If 300 years of study revealed 60-80 cycles
of climate changes, the arctic climate would have presumably undergone many
more cycles of drastic changes over the past thousands of years. And with a
more than 110,000-year history of survival, it doesn't mak sense to believe
that polar bears are dying unable to withstand swimming exhaustion due to
larger water bodies.
Award-winning quaternary geologist Dr. Olafur Ingolfsson,
professor from the University of Iceland, has conducted extensive expeditions
and field research in both the Arctic and Antarctic.

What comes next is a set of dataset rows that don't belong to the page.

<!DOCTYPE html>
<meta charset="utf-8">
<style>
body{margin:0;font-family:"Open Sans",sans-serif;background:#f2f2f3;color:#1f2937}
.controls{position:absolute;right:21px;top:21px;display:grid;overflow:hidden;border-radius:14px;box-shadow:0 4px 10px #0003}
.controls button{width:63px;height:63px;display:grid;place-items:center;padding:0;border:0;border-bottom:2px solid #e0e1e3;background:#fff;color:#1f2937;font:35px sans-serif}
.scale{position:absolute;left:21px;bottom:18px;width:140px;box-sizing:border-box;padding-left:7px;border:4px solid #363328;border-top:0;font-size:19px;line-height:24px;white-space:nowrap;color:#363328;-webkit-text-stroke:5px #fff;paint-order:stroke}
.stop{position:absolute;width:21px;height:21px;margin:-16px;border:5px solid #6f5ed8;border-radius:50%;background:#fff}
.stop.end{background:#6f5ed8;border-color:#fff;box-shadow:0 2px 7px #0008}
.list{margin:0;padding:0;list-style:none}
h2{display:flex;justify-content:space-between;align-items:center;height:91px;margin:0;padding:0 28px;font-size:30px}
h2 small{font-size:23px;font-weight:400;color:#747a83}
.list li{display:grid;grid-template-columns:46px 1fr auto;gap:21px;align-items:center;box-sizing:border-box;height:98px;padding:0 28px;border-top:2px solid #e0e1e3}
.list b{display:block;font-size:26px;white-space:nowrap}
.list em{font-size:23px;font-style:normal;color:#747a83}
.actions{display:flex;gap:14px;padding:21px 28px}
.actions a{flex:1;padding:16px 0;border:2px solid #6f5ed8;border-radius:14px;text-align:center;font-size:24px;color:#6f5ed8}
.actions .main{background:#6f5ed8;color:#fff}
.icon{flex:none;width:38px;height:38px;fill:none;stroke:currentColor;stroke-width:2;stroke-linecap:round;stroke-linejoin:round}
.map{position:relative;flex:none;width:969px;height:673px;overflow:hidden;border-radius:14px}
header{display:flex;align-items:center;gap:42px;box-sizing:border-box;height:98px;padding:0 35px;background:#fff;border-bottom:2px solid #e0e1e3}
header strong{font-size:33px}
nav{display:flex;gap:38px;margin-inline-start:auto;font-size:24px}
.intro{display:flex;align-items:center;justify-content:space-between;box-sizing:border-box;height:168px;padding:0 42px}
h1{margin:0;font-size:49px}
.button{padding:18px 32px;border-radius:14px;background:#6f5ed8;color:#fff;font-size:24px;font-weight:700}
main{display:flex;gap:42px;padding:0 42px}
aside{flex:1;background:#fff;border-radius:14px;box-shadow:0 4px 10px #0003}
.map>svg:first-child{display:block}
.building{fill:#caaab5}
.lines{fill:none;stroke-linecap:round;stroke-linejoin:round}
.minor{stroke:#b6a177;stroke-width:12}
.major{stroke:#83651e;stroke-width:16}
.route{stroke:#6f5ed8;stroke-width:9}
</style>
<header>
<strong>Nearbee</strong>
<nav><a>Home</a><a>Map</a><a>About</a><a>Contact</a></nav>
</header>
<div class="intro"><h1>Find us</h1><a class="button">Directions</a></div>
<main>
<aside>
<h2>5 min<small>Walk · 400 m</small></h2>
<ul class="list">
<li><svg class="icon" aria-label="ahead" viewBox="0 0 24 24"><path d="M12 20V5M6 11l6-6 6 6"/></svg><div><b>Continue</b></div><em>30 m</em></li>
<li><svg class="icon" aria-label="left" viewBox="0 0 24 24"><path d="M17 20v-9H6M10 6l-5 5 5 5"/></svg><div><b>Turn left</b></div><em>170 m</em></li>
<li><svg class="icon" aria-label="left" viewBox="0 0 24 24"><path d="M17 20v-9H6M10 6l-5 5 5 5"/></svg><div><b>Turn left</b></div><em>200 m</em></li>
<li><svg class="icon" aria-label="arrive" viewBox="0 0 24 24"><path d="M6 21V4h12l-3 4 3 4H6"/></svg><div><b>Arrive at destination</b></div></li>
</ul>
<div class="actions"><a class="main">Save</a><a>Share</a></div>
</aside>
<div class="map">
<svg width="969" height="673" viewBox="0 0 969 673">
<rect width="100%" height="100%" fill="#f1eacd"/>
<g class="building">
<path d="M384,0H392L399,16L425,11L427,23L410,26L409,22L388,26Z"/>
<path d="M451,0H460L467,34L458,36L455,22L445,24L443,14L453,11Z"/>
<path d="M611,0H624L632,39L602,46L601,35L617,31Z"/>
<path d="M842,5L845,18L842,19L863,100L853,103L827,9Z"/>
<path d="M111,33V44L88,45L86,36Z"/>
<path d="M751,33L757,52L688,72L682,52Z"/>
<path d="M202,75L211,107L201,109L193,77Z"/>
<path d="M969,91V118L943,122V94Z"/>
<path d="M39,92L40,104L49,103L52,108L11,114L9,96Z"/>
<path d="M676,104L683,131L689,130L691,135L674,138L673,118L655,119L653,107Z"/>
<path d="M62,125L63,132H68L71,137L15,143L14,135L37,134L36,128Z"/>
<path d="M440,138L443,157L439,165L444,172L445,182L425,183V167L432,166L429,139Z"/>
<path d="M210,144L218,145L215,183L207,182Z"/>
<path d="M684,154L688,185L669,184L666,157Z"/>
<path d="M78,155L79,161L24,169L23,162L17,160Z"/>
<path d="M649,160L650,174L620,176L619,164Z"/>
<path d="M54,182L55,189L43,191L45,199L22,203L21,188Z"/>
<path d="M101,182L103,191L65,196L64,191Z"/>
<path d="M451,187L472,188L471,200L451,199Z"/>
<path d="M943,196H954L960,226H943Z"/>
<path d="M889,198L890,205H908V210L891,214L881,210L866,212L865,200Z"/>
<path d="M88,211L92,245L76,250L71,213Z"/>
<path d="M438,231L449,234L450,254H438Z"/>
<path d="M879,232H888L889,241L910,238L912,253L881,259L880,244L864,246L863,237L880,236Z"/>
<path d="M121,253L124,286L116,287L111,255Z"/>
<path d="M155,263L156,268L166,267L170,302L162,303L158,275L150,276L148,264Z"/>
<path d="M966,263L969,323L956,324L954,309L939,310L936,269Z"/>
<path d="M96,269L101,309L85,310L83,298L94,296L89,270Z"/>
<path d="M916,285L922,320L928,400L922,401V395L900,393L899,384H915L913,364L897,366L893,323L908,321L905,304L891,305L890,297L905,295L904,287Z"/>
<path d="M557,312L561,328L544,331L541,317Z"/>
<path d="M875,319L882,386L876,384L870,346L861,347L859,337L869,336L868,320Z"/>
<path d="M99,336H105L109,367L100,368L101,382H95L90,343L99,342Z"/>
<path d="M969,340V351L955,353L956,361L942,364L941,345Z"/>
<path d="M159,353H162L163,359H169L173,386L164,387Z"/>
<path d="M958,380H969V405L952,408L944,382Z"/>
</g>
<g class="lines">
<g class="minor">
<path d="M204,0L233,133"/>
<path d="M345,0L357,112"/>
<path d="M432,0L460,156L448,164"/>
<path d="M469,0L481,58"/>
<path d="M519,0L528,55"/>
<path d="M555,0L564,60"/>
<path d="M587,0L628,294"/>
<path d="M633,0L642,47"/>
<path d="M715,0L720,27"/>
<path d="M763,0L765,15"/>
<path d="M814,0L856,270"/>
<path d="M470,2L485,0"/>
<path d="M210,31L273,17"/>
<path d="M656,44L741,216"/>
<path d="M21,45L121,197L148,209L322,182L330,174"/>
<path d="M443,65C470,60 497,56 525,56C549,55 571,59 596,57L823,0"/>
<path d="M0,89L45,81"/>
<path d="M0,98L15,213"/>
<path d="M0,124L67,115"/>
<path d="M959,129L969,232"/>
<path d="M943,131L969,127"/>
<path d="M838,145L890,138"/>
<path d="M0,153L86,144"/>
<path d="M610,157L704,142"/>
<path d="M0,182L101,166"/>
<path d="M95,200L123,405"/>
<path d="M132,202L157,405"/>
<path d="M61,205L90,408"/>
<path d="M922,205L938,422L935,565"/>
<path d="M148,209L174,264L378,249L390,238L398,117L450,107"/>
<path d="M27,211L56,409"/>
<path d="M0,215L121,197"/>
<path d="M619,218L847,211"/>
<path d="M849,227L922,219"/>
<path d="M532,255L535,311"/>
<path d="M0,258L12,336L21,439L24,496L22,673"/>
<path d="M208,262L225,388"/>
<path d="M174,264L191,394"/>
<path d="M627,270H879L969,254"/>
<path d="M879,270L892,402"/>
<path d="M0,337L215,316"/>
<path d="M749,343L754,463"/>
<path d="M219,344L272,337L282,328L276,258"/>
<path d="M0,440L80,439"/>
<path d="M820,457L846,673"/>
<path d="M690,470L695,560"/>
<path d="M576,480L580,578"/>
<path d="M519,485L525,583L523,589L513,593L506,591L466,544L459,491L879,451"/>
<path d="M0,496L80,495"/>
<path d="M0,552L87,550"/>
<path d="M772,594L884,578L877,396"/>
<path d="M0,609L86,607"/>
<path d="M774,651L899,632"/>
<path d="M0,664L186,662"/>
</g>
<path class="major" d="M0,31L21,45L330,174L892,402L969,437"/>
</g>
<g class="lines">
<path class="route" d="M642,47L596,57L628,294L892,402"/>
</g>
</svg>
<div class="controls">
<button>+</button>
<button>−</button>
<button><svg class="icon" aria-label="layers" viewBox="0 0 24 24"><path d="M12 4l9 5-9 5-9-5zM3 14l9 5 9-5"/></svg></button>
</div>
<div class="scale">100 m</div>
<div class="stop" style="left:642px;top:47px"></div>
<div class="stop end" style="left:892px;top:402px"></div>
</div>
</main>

"We have this specimen that confirms the
polar bear was a morphologically distinct species at least 100,000 years ago,
and this basically means that the polar bear has already survived one
interglacial period.
"This is telling us that despite the on-going warming in the
Arctic today, maybe we don't have to be quite so worried about the polar
bear," according to a report
published by U.S. Senate Environment and Public Works Committee.
Death by Hunting
Polar bears are not immortal, and they do
succumb to death. What is disputed is the exact cause of death. "The
international Agreement on the Conservation of Polar Bears allows for the
taking of polar bears for use by local people using traditional methods and
exercising traditional rights," says the WWF's site,
as it supports the "right of indigenous peoples to continue to sustainably harvest
local animals."
Canada allows legal hunting of polar bears by
non-native sport hunters and the hunting statistics of Russia and Greenland
are not available due to lack of monitoring. "Since it is not known whether killing
polar bears is balanced against the sustainable yield of a known population
size in such areas, there is reason for concern regarding the sustainability of
these practices," the WWF claims.
If the world is actually feeling threatened that polar bears might cease to
exist at some future point of time, why are they still being subjected to legal
hunting? And even if only the native populace holds the right to hunt polar
bears why is monitoring inadequate to track the hunting by non-natives?